CMCR Investigators' Meeting January 2026

Cannabinoids for the Treatment of Pain: The Case of Sickle-Cell Anemia

January 22, 2026

At the January CMCR Investigators’ Meeting, Daniele Piomelli, Ph.D., Distinguished Professor at UC Irvine and Editor-in-Chief of Cannabis and Cannabinoid Research, presented findings on the potential of cannabinoids for treating pain associated with Sickle Cell Disease (SCD). While acknowledging a recent large-scale clinical trial for chronic low back pain, Dr. Piomelli focused on the urgent need to identify specific clinical pain conditions amenable to cannabinoid interventions using robust preclinical models.

Using a humanized mouse model of SCD, Dr. Piomelli’s team demonstrated that acute administration of low-dose THC (1 mg/kg) effectively normalized disease-specific hyperalgesia and allodynia. Interestingly, during subacute (14-day) administration, efficacy was maintained for mechanical allodynia without tolerance, whereas tolerance developed rapidly for cold hyperalgesia, suggesting modality-specific responses. The presentation also highlighted the efficacy of cannabidiol (CBD). Unlike the high doses typically used in epilepsy, lower doses of CBD (10 and 30 mg/kg) provided robust analgesic effects in the SCD model with no observed tolerance.

When THC and CBD were co-administered at low doses (0.45 mg/kg THC and 5.08 mg/kg CBD), Dr. Piomelli observed a synergistic effect. He detailed the potential mechanisms driving this interaction: pharmacokinetically, the combination appeared to slow metabolism, increasing circulating levels of both cannabinoids. Pharmacodynamically, the combination significantly elevated levels of the endocannabinoid 2-arachidonoylglycerol (2-AG), a phenomenon also recently observed in human subjects. At the molecular level in the spinal cord, the compounds showed complementary anti-inflammatory actions, with CBD reducing pro-inflammatory IL-1β and THC increasing anti-inflammatory IL-10.

Concluding his talk, Dr. Piomelli argued that these solid preclinical data justify the development of a properly designed, sufficiently powered clinical trial for SCD. He advocated for oral administration to ensure consistent dosing and metabolic activation, suggesting that a targeted, condition-specific approach is necessary to move beyond the failures of previous broad-spectrum clinical methodologies.

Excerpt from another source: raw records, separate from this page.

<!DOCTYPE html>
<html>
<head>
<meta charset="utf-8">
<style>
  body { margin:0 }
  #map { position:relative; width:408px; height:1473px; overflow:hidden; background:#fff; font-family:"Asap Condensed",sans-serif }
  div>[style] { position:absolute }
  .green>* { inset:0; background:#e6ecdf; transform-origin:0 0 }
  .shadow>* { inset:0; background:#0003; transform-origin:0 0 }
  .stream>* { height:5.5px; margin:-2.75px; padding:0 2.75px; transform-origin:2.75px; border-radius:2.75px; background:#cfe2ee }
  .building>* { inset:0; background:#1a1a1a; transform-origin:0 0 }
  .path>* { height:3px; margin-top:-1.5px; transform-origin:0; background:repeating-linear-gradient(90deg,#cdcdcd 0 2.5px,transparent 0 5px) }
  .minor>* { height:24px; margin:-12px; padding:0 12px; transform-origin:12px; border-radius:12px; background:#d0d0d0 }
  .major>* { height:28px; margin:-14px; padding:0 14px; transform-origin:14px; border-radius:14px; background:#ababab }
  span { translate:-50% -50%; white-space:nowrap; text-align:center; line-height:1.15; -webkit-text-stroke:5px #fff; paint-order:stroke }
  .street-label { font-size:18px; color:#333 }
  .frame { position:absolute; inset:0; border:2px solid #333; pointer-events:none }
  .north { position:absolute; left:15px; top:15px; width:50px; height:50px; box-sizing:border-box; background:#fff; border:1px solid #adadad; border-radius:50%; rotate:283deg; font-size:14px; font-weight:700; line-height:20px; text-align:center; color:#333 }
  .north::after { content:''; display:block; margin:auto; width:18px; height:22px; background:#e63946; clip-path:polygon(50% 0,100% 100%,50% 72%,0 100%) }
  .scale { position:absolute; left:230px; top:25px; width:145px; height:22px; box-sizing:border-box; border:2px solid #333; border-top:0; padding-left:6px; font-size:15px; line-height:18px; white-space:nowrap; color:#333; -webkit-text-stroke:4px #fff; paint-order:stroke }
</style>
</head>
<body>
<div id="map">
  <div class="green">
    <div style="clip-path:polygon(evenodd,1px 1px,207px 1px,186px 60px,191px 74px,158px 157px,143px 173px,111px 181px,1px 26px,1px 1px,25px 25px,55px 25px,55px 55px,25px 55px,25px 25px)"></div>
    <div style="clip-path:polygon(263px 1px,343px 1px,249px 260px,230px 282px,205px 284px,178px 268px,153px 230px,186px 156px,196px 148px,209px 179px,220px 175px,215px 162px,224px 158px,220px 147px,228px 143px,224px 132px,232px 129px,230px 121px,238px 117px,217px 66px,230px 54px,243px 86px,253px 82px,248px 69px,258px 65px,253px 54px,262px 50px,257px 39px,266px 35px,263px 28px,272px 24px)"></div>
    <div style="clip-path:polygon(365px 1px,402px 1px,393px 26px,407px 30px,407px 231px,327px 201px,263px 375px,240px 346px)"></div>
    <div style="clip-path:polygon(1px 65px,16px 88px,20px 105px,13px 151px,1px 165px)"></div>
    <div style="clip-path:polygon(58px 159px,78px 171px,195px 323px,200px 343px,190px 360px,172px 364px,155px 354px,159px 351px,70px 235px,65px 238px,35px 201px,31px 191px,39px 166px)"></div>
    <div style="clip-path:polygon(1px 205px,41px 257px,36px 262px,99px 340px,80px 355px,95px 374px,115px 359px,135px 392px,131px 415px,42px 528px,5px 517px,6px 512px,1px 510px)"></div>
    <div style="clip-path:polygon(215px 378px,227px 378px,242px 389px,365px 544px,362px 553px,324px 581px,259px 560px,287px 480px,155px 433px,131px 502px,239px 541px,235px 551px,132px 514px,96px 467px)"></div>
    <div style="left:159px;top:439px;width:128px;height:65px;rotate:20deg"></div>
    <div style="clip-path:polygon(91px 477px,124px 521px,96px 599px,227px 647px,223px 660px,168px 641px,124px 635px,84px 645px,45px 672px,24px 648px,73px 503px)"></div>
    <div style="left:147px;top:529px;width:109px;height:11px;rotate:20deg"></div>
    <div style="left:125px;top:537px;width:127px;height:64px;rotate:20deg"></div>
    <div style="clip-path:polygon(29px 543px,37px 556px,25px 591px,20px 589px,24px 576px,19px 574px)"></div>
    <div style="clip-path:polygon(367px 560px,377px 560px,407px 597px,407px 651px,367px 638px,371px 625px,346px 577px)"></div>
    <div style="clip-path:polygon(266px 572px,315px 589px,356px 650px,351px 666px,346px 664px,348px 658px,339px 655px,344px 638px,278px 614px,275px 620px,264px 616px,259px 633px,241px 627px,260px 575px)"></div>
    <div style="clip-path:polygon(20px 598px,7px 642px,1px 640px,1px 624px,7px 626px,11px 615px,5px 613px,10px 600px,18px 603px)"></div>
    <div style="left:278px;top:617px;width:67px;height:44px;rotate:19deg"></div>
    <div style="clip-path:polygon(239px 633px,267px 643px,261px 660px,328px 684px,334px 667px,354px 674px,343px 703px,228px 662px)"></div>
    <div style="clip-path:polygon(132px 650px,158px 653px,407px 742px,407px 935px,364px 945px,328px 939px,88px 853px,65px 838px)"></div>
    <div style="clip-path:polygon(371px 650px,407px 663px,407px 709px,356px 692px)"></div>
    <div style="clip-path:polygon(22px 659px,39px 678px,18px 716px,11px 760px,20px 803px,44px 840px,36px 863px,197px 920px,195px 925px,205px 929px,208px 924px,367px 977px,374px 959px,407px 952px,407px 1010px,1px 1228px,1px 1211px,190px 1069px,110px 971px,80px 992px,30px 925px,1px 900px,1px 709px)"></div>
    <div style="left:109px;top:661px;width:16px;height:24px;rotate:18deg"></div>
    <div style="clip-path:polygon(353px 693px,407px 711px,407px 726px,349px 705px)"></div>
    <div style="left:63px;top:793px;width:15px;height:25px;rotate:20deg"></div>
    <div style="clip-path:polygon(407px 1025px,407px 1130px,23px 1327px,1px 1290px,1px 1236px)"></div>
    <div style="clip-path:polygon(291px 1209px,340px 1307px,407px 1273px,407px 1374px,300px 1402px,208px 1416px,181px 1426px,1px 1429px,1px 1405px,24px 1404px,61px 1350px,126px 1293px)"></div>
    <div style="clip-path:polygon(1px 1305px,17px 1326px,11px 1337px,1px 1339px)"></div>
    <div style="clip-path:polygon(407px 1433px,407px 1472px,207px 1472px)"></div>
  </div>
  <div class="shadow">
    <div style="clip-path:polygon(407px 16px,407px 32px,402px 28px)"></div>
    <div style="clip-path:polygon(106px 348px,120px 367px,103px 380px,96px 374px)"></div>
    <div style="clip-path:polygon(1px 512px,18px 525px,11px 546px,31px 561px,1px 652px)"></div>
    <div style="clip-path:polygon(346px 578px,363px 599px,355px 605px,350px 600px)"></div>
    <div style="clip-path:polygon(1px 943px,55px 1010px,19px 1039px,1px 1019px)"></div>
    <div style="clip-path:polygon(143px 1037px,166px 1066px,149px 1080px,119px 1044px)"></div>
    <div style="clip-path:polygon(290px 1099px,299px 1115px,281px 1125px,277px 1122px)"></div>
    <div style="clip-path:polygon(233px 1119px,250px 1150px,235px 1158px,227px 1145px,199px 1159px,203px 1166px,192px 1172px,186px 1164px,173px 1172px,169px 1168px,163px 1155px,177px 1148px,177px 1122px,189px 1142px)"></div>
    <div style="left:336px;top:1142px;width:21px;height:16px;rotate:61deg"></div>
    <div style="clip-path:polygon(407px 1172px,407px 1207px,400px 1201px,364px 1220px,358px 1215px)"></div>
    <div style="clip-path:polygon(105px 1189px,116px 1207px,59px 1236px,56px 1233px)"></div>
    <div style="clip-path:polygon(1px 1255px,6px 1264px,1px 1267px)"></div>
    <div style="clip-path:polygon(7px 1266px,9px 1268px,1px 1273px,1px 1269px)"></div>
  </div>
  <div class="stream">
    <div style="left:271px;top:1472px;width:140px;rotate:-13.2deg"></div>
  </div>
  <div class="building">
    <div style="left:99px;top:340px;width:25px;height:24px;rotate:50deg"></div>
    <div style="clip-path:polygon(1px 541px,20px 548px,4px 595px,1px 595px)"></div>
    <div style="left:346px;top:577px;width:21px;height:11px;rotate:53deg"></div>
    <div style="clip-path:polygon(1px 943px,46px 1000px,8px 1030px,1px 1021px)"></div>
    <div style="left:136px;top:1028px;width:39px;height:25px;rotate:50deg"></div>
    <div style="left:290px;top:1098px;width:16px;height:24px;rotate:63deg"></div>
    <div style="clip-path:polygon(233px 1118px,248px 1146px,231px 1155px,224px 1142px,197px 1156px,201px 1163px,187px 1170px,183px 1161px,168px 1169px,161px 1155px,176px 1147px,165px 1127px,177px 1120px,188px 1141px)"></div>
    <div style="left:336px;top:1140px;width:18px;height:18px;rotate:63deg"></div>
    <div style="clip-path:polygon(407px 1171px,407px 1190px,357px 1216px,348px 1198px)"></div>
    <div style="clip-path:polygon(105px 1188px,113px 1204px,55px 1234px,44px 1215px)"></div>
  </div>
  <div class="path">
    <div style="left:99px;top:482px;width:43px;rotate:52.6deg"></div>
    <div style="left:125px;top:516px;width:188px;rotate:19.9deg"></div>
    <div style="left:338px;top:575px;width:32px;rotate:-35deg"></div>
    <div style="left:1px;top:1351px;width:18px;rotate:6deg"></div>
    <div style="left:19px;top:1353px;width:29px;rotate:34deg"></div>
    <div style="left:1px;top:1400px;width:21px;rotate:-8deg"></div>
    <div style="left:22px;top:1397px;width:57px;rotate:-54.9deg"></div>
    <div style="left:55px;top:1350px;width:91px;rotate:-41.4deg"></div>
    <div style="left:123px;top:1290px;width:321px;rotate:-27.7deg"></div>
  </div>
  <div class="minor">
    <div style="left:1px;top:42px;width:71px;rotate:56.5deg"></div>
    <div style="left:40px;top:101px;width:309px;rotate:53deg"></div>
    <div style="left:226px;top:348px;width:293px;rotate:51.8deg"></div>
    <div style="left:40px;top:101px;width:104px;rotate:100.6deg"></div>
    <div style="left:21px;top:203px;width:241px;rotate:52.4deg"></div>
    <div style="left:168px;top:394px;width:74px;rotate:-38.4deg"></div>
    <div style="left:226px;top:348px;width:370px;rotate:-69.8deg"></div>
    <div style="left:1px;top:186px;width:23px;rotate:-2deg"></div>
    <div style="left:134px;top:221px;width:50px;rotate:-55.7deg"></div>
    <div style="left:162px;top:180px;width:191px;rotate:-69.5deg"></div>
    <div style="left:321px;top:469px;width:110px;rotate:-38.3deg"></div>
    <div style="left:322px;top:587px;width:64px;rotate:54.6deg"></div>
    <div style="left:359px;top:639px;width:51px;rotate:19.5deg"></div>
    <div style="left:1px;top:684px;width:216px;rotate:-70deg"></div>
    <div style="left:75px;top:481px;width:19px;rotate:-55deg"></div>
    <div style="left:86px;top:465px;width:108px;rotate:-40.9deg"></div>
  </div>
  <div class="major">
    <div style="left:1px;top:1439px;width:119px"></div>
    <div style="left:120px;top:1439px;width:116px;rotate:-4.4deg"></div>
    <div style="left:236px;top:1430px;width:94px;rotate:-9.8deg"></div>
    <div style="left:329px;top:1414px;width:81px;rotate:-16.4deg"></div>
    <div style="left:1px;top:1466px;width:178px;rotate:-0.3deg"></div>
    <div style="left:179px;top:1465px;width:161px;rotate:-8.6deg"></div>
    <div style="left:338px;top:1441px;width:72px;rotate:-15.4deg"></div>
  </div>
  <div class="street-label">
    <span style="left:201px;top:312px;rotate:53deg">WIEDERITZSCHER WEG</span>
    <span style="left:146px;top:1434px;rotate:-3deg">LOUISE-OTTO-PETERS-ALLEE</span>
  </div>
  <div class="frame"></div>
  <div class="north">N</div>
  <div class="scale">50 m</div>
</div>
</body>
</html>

Daniele Piomelli, PhD, MD (hon) is the Louise Turner Arnold Chair in Neurosciences and Distinguished Professor of Anatomy & Neurobiology, Pharmacology & Biological Chemistry at UC Irvine. Dr. Piomelli is a world-renowned cannabis scientist who directs the NIDA Center of Excellence ICAL (Impact of Cannabinoids Across the Lifespan) and UCI's Center for the Study of Cannabis. Dr. Piomelli is Editor-in-Chief of Cannabis and Cannabinoid Research, a premier peer-reviewed journal entirely dedicated to the study of cannabis, its derivatives, and their endogenous counterparts in the human body. He is author of >470 peer-reviewed articles, three full-length books, and >38 patents.